The problem: Using the material that follows, output exactly the lines from the one containing "Convert the screen" through the one containing "Extract the structured", with both ends kept.

Material provided:
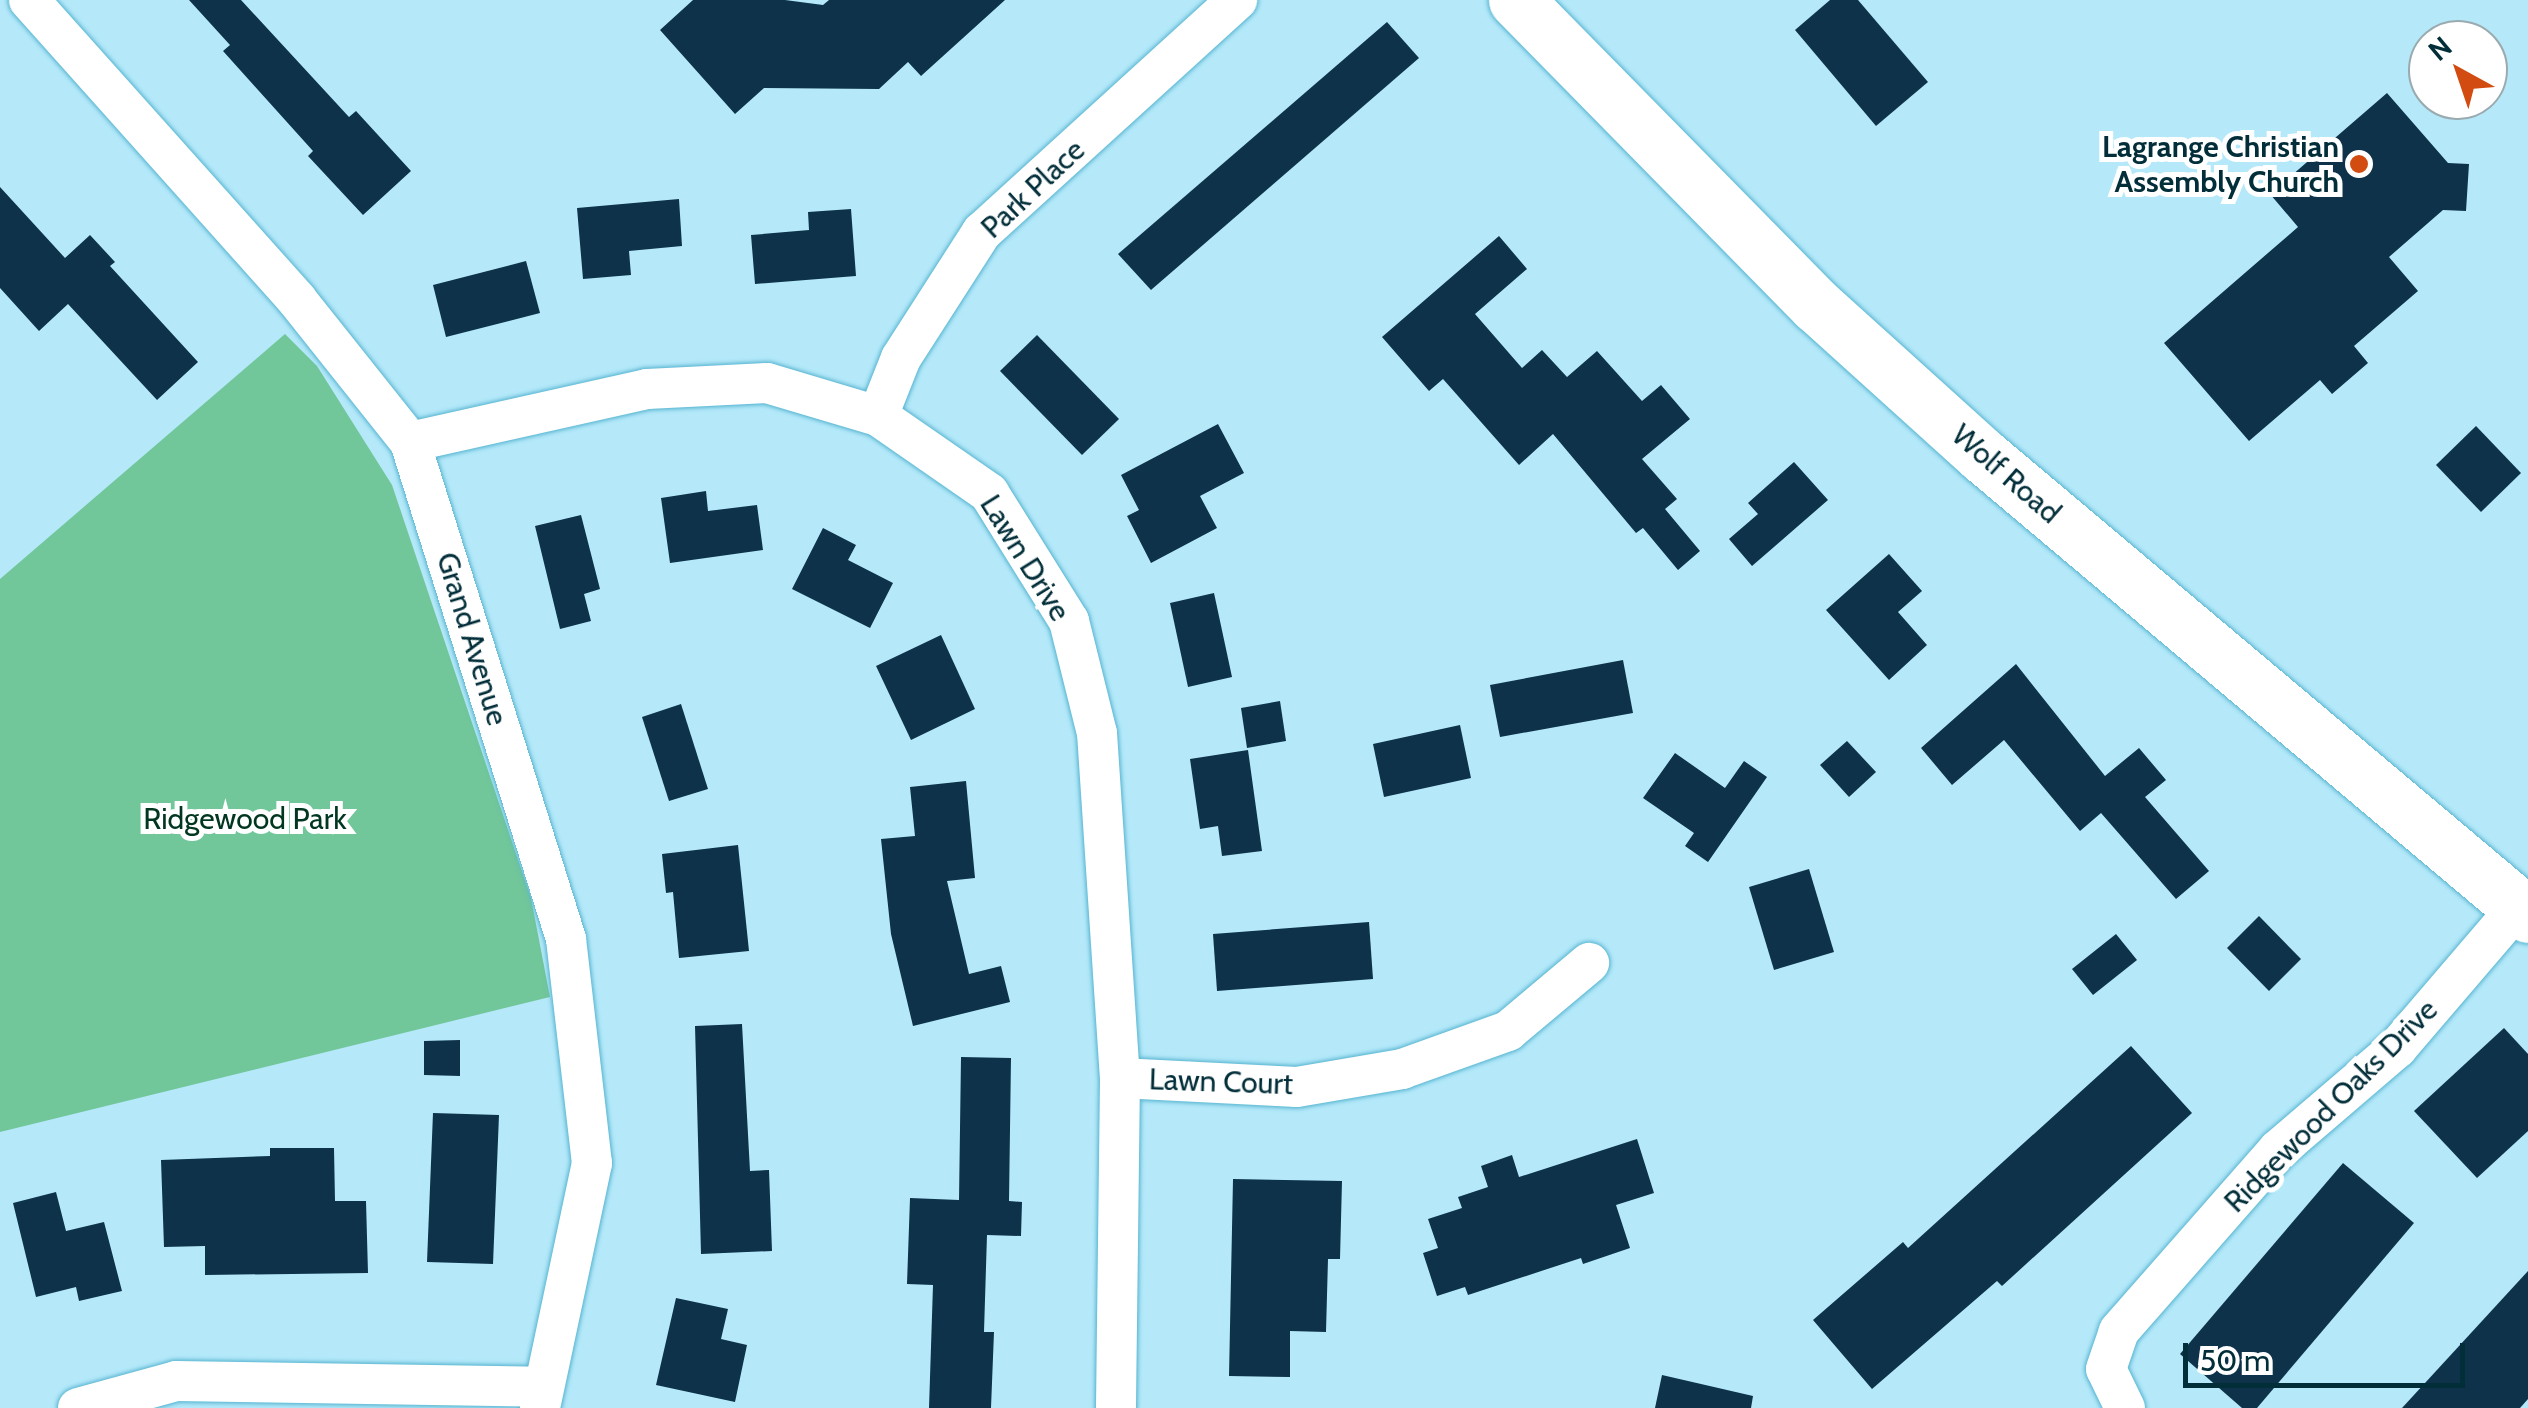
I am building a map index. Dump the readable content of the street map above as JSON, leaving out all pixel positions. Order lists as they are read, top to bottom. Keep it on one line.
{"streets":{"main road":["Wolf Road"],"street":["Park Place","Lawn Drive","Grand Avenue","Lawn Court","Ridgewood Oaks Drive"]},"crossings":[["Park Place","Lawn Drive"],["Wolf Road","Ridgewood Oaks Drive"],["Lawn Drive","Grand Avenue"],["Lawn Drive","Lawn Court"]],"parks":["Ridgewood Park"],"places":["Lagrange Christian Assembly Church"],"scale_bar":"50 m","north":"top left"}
--
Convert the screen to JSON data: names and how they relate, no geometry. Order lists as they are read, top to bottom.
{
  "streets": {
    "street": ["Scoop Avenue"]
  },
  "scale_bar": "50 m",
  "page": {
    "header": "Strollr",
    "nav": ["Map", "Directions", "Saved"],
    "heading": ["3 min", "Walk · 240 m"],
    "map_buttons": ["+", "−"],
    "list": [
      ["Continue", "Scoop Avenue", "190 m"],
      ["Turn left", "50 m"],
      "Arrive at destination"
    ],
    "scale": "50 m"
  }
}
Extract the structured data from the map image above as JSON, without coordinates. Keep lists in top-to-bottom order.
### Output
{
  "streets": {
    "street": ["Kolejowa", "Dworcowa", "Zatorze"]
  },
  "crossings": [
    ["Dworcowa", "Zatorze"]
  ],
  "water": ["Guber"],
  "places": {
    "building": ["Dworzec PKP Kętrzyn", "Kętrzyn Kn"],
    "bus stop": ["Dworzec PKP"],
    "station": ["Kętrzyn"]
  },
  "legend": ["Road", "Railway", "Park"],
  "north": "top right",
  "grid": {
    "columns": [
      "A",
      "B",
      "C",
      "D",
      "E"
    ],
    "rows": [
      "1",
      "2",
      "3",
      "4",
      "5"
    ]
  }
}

Output for this task:
Convert the screen to JSON data: names and how they relate, no geometry. Order lists as they are read, top to bottom.
{
  "streets": {
    "street": ["Scoop Avenue"]
  },
  "scale_bar": "50 m",
  "page": {
    "header": "Strollr",
    "nav": ["Map", "Directions", "Saved"],
    "heading": ["3 min", "Walk · 240 m"],
    "map_buttons": ["+", "−"],
    "list": [
      ["Continue", "Scoop Avenue", "190 m"],
      ["Turn left", "50 m"],
      "Arrive at destination"
    ],
    "scale": "50 m"
  }
}
Extract the structured data from the map image above as JSON, without coordinates. Keep lists in top-to-bottom order.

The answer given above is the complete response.